Rainbow przyjechał jeszcze do Kopenhagi kilka razy w ciągu następnych kilku lat, i za każdym razem rozwalałeś mnie, przez trzy lata byliście moim absolutnie ulubionym zespołem na świecie.
Przez te wszystkie lata miałem na tyle szczęścia, aby spotkać się z Tobą około pół tuzina razy i za każdym razem dziękowałem Ci za tamto wyjście przed hotel w 1976 roku.
Gdy w końcu w 2007 roku pojawiła się w końcu okazja, aby zagrać razem w Austrii, nawet jeśli o tym nie mówiłem, to dosłownie zmieniłem się w tego małego zasmarkańca, którego spotkałeś i zainspirowałeś 31 lat temu. Współdzielenie sceny z Tobą i resztą z legendarnego Heaven And Hell było cholernym zaszczytem i spełnienie marzeń.

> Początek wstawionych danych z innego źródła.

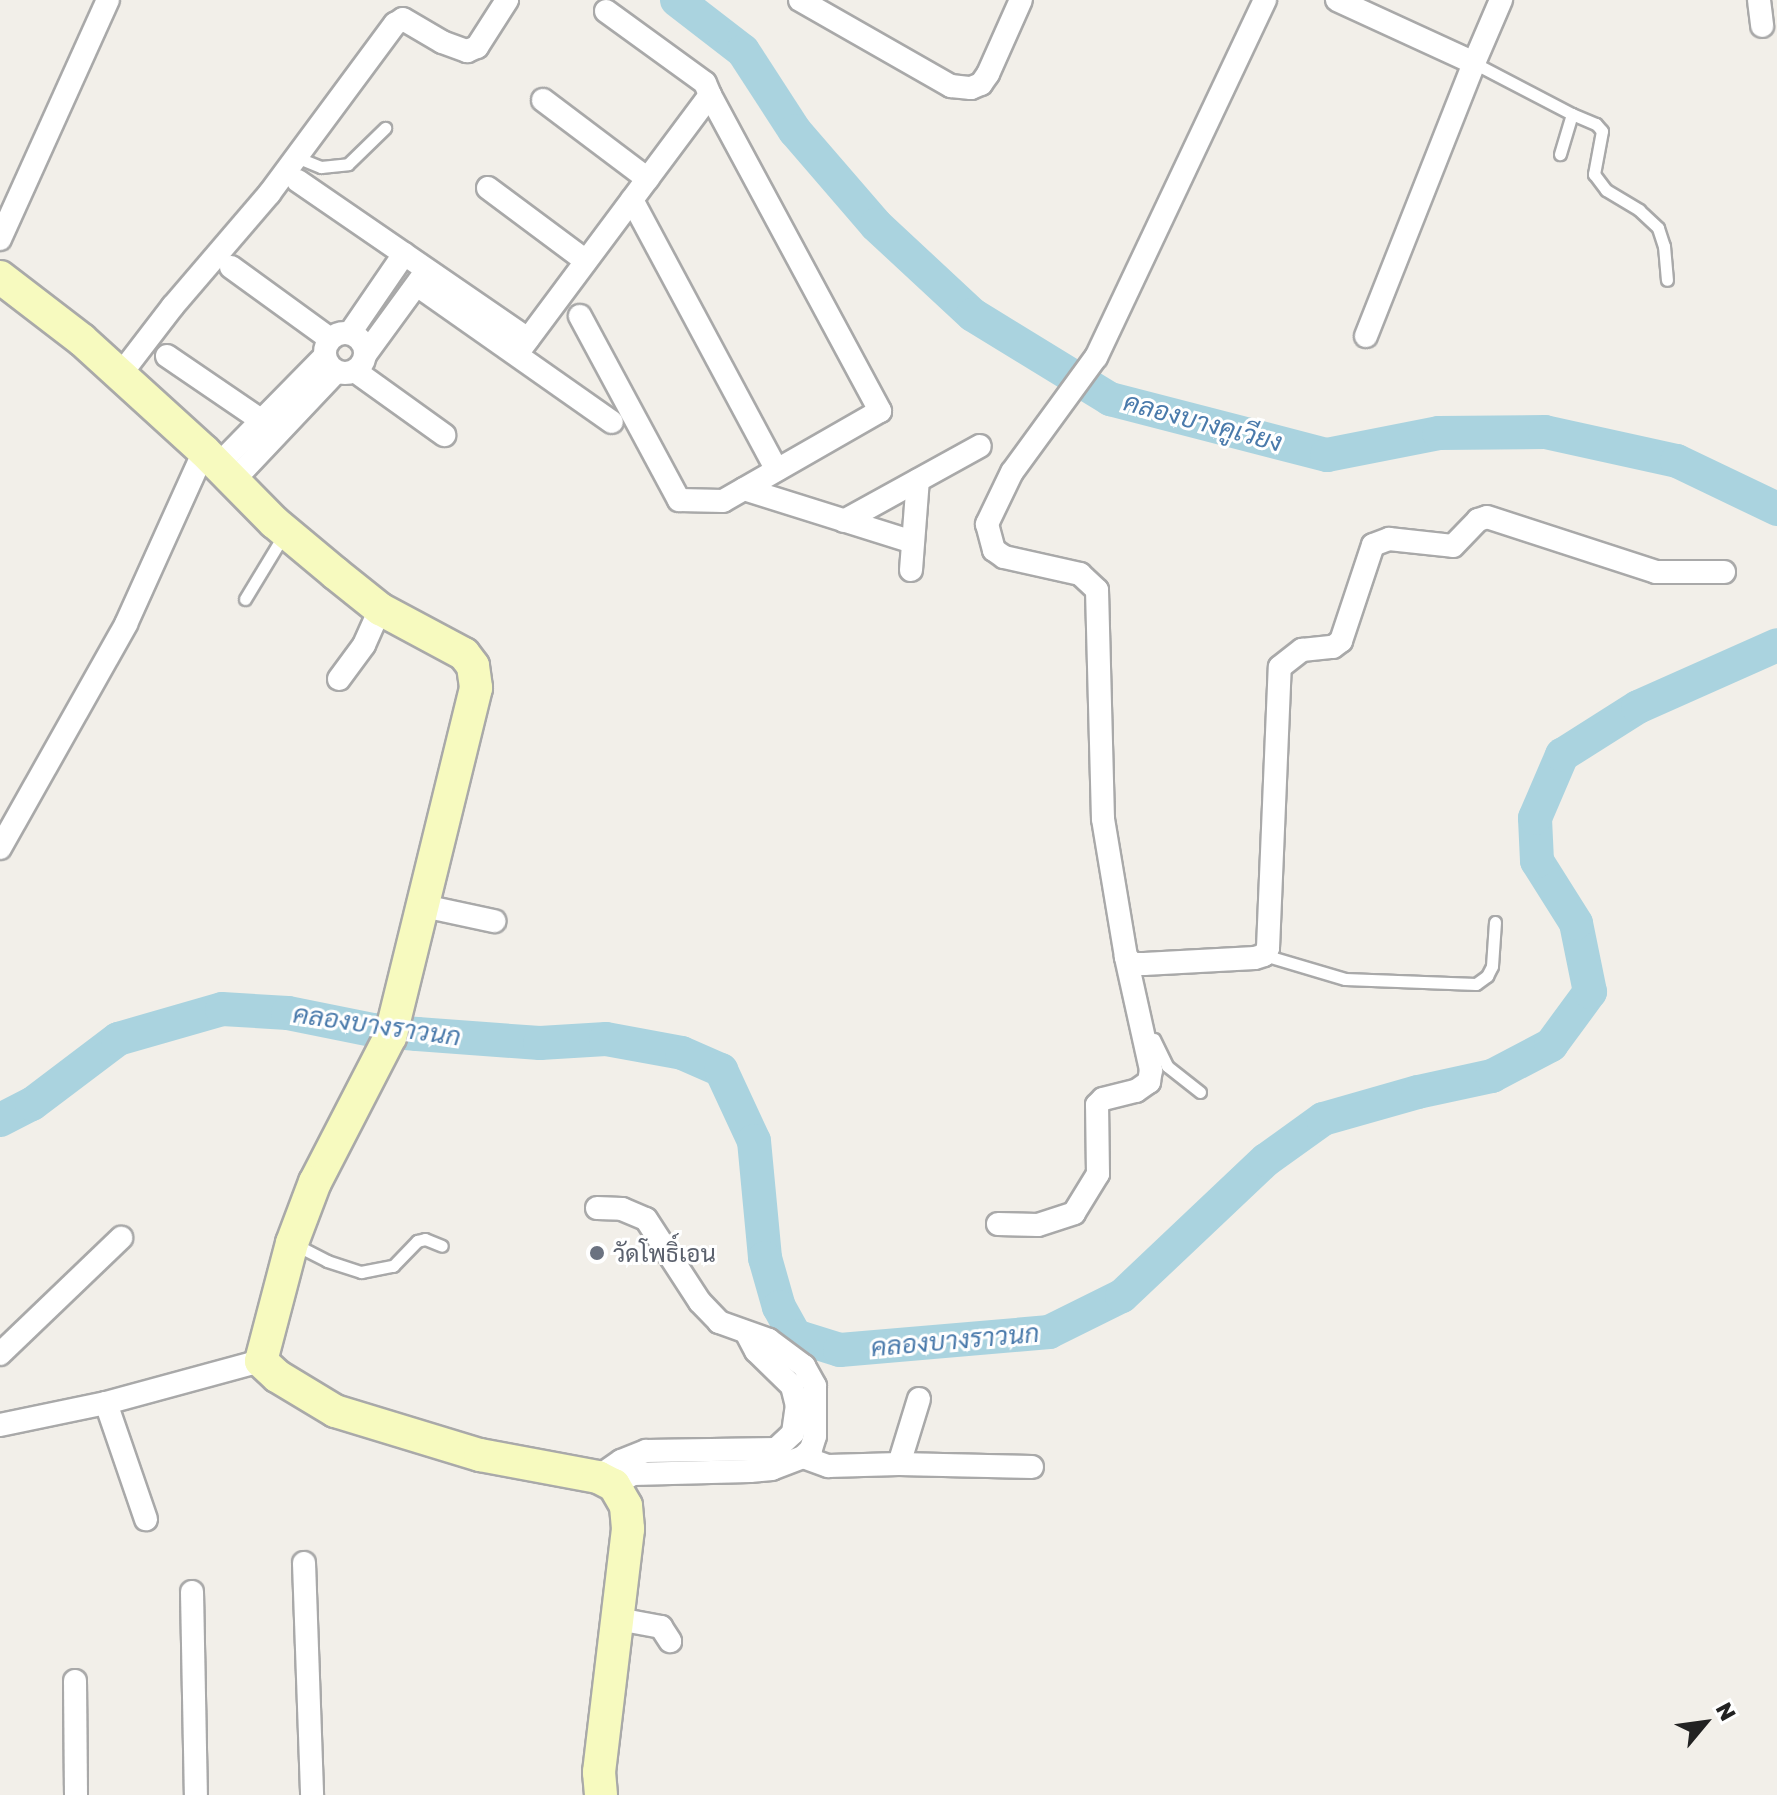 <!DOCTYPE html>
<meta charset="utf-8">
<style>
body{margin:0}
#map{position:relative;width:1777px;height:1795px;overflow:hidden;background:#f2efe9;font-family:"Golos Text",Sarabun,sans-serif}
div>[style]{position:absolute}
.river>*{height:34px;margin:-17px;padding:0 17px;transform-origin:17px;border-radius:17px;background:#aad3df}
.roads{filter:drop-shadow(2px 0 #a9a9a9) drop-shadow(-2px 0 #a9a9a9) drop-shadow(0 2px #a9a9a9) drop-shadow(0 -2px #a9a9a9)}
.lane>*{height:11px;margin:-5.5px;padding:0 5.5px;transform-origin:5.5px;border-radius:5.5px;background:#fff}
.street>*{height:22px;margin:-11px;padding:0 11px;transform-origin:11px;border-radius:11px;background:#fff}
.street>.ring{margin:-11px;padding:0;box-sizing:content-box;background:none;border:22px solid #fff;border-radius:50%}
.secondary>*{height:32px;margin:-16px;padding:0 16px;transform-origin:16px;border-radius:16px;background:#f7fabf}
.dots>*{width:22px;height:22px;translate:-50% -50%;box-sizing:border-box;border:4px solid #fff;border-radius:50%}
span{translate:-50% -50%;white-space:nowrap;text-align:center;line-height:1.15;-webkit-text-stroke:6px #fff;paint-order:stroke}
.worship-label{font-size:24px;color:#5b616d}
.left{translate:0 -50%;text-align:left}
.water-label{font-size:26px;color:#4a7aab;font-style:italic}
.north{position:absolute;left:1665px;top:1683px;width:80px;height:80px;-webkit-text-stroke:6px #fff;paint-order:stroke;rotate:61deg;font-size:22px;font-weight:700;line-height:32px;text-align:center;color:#222}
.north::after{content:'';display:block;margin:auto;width:28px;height:36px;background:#222;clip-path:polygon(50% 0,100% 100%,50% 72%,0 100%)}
</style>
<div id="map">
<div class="river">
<i style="left:677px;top:0;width:83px;rotate:37.7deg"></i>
<i style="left:743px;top:51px;width:95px;rotate:57deg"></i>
<i style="left:795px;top:131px;width:124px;rotate:49.2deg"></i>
<i style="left:876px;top:225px;width:132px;rotate:42.9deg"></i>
<i style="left:973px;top:315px;width:161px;rotate:31.5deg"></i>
<i style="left:1110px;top:399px;width:224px;rotate:14.5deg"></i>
<i style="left:1327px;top:455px;width:114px;rotate:-11.1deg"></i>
<i style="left:1439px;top:433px;width:106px;rotate:-0.5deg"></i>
<i style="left:1545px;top:432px;width:135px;rotate:12.4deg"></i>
<i style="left:1677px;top:461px;width:111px;rotate:25.6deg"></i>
<i style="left:0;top:1120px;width:36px;rotate:-27deg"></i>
<i style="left:32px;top:1104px;width:108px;rotate:-37.1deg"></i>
<i style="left:118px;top:1039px;width:108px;rotate:-16.1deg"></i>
<i style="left:222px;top:1009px;width:66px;rotate:3.5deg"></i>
<i style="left:288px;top:1013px;width:86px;rotate:11.4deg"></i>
<i style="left:372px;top:1030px;width:45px;rotate:5.1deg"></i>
<i style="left:417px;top:1034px;width:123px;rotate:4.2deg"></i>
<i style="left:540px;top:1043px;width:66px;rotate:-3.5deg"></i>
<i style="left:606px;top:1039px;width:77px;rotate:10.4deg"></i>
<i style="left:682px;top:1053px;width:43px;rotate:23.6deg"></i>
<i style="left:721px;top:1070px;width:78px;rotate:65.1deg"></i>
<i style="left:754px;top:1141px;width:118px;rotate:84.6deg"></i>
<i style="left:765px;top:1258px;width:51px;rotate:74.1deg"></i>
<i style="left:779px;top:1307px;width:33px;rotate:61deg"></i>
<i style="left:795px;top:1336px;width:47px;rotate:17.3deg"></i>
<i style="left:840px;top:1350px;width:210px;rotate:-4.9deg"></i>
<i style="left:1049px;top:1332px;width:81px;rotate:-26.3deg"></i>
<i style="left:1122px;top:1296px;width:198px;rotate:-43.4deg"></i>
<i style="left:1266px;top:1160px;width:70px;rotate:-35.7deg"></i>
<i style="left:1323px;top:1119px;width:99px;rotate:-15.9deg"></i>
<i style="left:1418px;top:1092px;width:76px;rotate:-12.2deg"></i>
<i style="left:1492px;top:1076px;width:67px;rotate:-27.7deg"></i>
<i style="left:1551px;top:1045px;width:66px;rotate:-53.7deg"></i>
<i style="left:1590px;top:992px;width:70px;rotate:-101.5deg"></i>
<i style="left:1576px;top:923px;width:73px;rotate:-122.2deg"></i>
<i style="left:1537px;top:861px;width:43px;rotate:-92.7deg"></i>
<i style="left:1535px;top:818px;width:69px;rotate:-66.8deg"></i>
<i style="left:1562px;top:755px;width:90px;rotate:-32.3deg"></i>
<i style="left:1638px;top:707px;width:152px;rotate:-24deg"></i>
</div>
<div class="roads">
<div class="lane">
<i style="left:1474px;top:63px;width:110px;rotate:27.5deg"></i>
<i style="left:1572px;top:114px;width:42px;rotate:106.7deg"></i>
<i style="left:1572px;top:114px;width:26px;rotate:23deg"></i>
<i style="left:1596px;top:124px;width:9px;rotate:49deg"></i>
<i style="left:1602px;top:131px;width:44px;rotate:100.5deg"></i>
<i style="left:1594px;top:174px;width:20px;rotate:53deg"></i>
<i style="left:1606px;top:190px;width:39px;rotate:31deg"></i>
<i style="left:1639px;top:210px;width:26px;rotate:43deg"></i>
<i style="left:1658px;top:228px;width:19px;rotate:72deg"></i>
<i style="left:1664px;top:246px;width:34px;rotate:85deg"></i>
<i style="left:296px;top:157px;width:27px;rotate:22deg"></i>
<i style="left:321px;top:167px;width:27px;rotate:-6deg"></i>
<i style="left:348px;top:164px;width:52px;rotate:-44.2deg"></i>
<i style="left:245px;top:599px;width:77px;rotate:-58.8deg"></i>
<i style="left:1264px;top:955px;width:84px;rotate:16.5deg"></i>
<i style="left:1345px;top:979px;width:131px;rotate:2.2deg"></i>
<i style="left:1476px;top:984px;width:14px;rotate:-36deg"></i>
<i style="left:1487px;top:976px;width:11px;rotate:-63deg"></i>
<i style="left:1492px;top:966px;width:44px;rotate:-86.1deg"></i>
<i style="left:1154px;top:1039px;width:30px;rotate:64deg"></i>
<i style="left:1167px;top:1066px;width:42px;rotate:38.2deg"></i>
<i style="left:296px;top:1245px;width:35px;rotate:27deg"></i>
<i style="left:327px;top:1261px;width:36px;rotate:18deg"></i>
<i style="left:361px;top:1272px;width:33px;rotate:-11deg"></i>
<i style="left:393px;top:1266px;width:35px;rotate:-46deg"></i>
<i style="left:417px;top:1241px;width:8px;rotate:-14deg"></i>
<i style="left:425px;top:1239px;width:18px;rotate:22deg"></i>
</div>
<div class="street">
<i style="left:800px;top:0;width:174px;rotate:29.7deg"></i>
<i style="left:951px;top:86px;width:20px;rotate:6deg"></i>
<i style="left:971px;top:88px;width:11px;rotate:-22deg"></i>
<i style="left:981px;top:84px;width:12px;rotate:-55deg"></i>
<i style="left:988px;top:74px;width:81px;rotate:-66deg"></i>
<i style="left:1265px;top:0;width:395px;rotate:115.3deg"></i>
<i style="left:1096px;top:357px;width:142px;rotate:126.1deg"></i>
<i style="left:1012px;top:472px;width:58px;rotate:115.7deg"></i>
<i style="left:987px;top:524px;width:27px;rotate:75deg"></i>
<i style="left:994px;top:550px;width:12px;rotate:35deg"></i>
<i style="left:1004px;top:557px;width:78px;rotate:12.6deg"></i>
<i style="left:1080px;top:574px;width:23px;rotate:43deg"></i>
<i style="left:1097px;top:590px;width:229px;rotate:88.5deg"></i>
<i style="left:1103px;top:819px;width:140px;rotate:80.5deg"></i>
<i style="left:1126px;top:957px;width:10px;rotate:45deg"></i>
<i style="left:1133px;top:964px;width:11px"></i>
<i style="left:1144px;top:964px;width:111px;rotate:-3.1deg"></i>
<i style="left:1255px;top:958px;width:9px;rotate:-18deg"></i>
<i style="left:1264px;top:955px;width:8px;rotate:-60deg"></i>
<i style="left:1268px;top:948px;width:281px;rotate:-87.6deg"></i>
<i style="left:1280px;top:667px;width:28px;rotate:-38deg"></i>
<i style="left:1302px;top:650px;width:31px;rotate:-6deg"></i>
<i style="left:1333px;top:647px;width:10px;rotate:-37deg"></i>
<i style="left:1341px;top:641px;width:101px;rotate:-71.6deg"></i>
<i style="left:1373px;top:545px;width:17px;rotate:-21deg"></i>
<i style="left:1389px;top:539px;width:64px;rotate:6.2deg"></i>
<i style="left:1453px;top:546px;width:36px;rotate:-46deg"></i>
<i style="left:1478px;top:520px;width:9px;rotate:-18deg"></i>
<i style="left:1487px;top:517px;width:178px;rotate:18deg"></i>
<i style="left:1656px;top:572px;width:68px"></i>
<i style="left:1337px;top:0;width:151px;rotate:24.7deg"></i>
<i style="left:1474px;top:63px;width:69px;rotate:-66.8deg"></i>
<i style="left:1759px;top:0;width:26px;rotate:83deg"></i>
<i style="left:606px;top:11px;width:122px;rotate:36deg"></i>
<i style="left:705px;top:83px;width:13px;rotate:67deg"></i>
<i style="left:543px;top:100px;width:131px;rotate:37deg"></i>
<i style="left:298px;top:181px;width:279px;rotate:34.5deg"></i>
<i style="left:488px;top:188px;width:122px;rotate:36.7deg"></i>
<i style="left:632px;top:200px;width:306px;rotate:61.8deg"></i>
<i style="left:0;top:239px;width:262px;rotate:-65.7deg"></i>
<i style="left:231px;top:267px;width:122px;rotate:36deg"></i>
<i style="left:417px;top:285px;width:238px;rotate:35.1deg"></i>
<i class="ring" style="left:325px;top:333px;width:18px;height:18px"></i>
<i style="left:350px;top:333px;width:96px;rotate:-55.6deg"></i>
<i style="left:1366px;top:336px;width:294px;rotate:-68.4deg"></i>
<i style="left:517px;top:354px;width:323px;rotate:-53.3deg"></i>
<i style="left:710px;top:95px;width:359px;rotate:61.7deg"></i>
<i style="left:880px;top:411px;width:181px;rotate:150.2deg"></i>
<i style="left:723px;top:501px;width:44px;rotate:-178.7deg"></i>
<i style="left:679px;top:500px;width:209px;rotate:-118.3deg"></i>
<i style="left:365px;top:355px;width:100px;rotate:-53.9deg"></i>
<i style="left:167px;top:356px;width:126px;rotate:34.3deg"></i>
<i style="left:355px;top:371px;width:110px;rotate:35.7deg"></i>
<i style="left:120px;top:375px;width:87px;rotate:-52.5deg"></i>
<i style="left:173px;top:306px;width:148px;rotate:-49.4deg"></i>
<i style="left:269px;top:194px;width:212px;rotate:-53.5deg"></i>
<i style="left:395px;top:24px;width:9px;rotate:-32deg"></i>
<i style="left:403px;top:19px;width:45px;rotate:30.5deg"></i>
<i style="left:442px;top:42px;width:27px;rotate:20deg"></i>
<i style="left:467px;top:51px;width:11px;rotate:-22deg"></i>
<i style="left:477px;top:47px;width:56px;rotate:-57.4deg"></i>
<i style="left:218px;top:465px;width:151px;rotate:-45.5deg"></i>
<i style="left:233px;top:481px;width:150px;rotate:-46.6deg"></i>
<i style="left:744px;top:489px;width:177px;rotate:17.4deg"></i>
<i style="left:844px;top:521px;width:155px;rotate:-28.9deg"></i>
<i style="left:911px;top:570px;width:90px;rotate:-85.6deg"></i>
<i style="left:339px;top:679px;width:42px;rotate:-53.7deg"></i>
<i style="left:364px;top:645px;width:39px;rotate:-66deg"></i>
<i style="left:0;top:848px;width:257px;rotate:-60.6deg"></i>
<i style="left:126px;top:624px;width:190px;rotate:-65.7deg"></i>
<i style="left:424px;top:906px;width:72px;rotate:12.1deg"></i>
<i style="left:597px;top:1208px;width:25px;rotate:2deg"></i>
<i style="left:622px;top:1209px;width:26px;rotate:23deg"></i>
<i style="left:646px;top:1219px;width:99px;rotate:57deg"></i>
<i style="left:700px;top:1302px;width:28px;rotate:46deg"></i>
<i style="left:719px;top:1322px;width:53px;rotate:19.8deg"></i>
<i style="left:769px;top:1340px;width:44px;rotate:36.6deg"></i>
<i style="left:804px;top:1366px;width:23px;rotate:61deg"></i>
<i style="left:815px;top:1386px;width:50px;rotate:90deg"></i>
<i style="left:815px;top:1436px;width:14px;rotate:107deg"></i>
<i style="left:811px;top:1449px;width:11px;rotate:135deg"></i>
<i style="left:803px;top:1457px;width:33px;rotate:159deg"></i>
<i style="left:772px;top:1469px;width:22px;rotate:175deg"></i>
<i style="left:750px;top:1471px;width:117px;rotate:178.5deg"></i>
<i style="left:633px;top:1474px;width:22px;rotate:150deg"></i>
<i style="left:998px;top:1224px;width:40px;rotate:1.4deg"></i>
<i style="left:1038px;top:1225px;width:38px;rotate:-18deg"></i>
<i style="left:1074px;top:1213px;width:46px;rotate:-58.4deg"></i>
<i style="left:1098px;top:1174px;width:69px;rotate:-90.8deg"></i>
<i style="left:1097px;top:1105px;width:8px;rotate:-45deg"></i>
<i style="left:1103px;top:1099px;width:34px;rotate:-14deg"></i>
<i style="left:1136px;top:1091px;width:16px;rotate:-35deg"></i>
<i style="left:1149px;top:1082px;width:12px;rotate:-81deg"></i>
<i style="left:1151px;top:1070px;width:116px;rotate:-102.5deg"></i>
<i style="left:0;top:1354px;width:168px;rotate:-43.8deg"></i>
<i style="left:106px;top:1403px;width:123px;rotate:71deg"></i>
<i style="left:0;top:1425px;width:108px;rotate:-11.7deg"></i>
<i style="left:106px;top:1403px;width:161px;rotate:-15.2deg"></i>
<i style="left:803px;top:1457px;width:27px;rotate:20deg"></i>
<i style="left:828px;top:1466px;width:71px;rotate:-1.6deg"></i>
<i style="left:899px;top:1464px;width:68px;rotate:-72.9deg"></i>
<i style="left:899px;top:1464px;width:133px;rotate:1.3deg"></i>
<i style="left:598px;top:1477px;width:28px;rotate:-35deg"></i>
<i style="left:621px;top:1461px;width:27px;rotate:-22deg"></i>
<i style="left:646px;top:1451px;width:130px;rotate:-0.9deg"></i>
<i style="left:776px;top:1449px;width:23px;rotate:-43deg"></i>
<i style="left:793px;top:1433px;width:27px;rotate:-82deg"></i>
<i style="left:797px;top:1406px;width:21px;rotate:-104deg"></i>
<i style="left:792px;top:1386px;width:50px;rotate:-135.8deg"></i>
<i style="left:756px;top:1351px;width:21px;rotate:-118deg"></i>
<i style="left:304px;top:1563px;width:232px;rotate:88deg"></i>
<i style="left:192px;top:1592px;width:203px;rotate:88.9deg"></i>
<i style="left:618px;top:1619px;width:44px;rotate:10.5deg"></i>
<i style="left:661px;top:1627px;width:17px;rotate:57deg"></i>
<i style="left:75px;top:1681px;width:114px;rotate:89.5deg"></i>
</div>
<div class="secondary">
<i style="left:0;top:277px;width:103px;rotate:37.5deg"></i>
<i style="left:82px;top:340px;width:165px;rotate:42.3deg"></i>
<i style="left:204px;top:451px;width:100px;rotate:45.4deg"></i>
<i style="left:274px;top:522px;width:80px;rotate:39.9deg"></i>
<i style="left:335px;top:573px;width:58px;rotate:38.7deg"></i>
<i style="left:380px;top:609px;width:95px;rotate:28.2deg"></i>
<i style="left:464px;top:654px;width:15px;rotate:53deg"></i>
<i style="left:473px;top:666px;width:22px;rotate:82deg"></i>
<i style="left:476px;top:688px;width:359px;rotate:103.8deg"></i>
<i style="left:390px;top:1037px;width:163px;rotate:117.3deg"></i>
<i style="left:315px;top:1182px;width:65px;rotate:110.7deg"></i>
<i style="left:292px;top:1243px;width:122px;rotate:104.7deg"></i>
<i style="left:261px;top:1361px;width:22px;rotate:43deg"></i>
<i style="left:277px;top:1376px;width:68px;rotate:31.1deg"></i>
<i style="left:335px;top:1411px;width:152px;rotate:16.9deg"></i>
<i style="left:480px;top:1455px;width:120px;rotate:10.6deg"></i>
<i style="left:598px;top:1477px;width:18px;rotate:27deg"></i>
<i style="left:614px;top:1485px;width:24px;rotate:60deg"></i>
<i style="left:626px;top:1506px;width:23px;rotate:85deg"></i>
<i style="left:628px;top:1529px;width:245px;rotate:96.8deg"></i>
<i style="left:599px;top:1772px;width:23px;rotate:85deg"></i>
</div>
</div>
<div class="dots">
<i style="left:597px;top:1253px;background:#6b7280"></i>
</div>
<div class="worship-label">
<span class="left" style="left:613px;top:1253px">วัดโพธิ์เอน</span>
</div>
<div class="water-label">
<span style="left:1203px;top:422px;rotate:15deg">คลองบางคูเวียง</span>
<span style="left:377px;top:1025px;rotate:8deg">คลองบางราวนก</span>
<span style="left:955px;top:1340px;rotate:-5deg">คลองบางราวนก</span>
</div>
<div class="north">N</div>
</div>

Kilka tygodni temu, gdy dowiedziałem się, że nie będziesz mógł być z nami na Sonisphere, na którym mieliśmy grać razem w czerwcu, chciałem do Ciebie zadzwonić i powiedzieć, żebyś wiedział, że myślę o Tobie, i że życzę Ci powrotu do zdrowia, ale zaniechałem, myśląc, że ostatnią rzeczą, jaką potrzebujesz podczas leczenia jest odbieranie telefonów od duńskiego perkusisty/fana. Żałuję, że nie zadzwoniłem.
Będziemy za Tobą tęsknić w tych dniach i będziemy myśleć o tobie z wielkim podziwem i miłością. Wydawało się, że nie ma innej opcji, abyś na tej trasie, która zwie się „Wielka Czwórka” nie był z nami, ponieważ oczywistym jest, że byłeś jednym z głównych powodów, dla którego zespoły wielkiej czwórki w ogóle powstały.
Twoje uszy z pewnością będą wręcz płonąć w ciągu najbliższych dwóch tygodni, bo każdy z nas będzie o Tobie mówił, wspominał i dzielił się historiami o tym, jak poznanie Ciebie zmieniło jego życie na lepsze.
Ronnie, Twój głos uderzył i pokierował mną, Twoja muzyka zainspirowała i wpłynęła na mnie, a Twoja życzliwość dotknęła i poruszyła mnie. Dziękuję.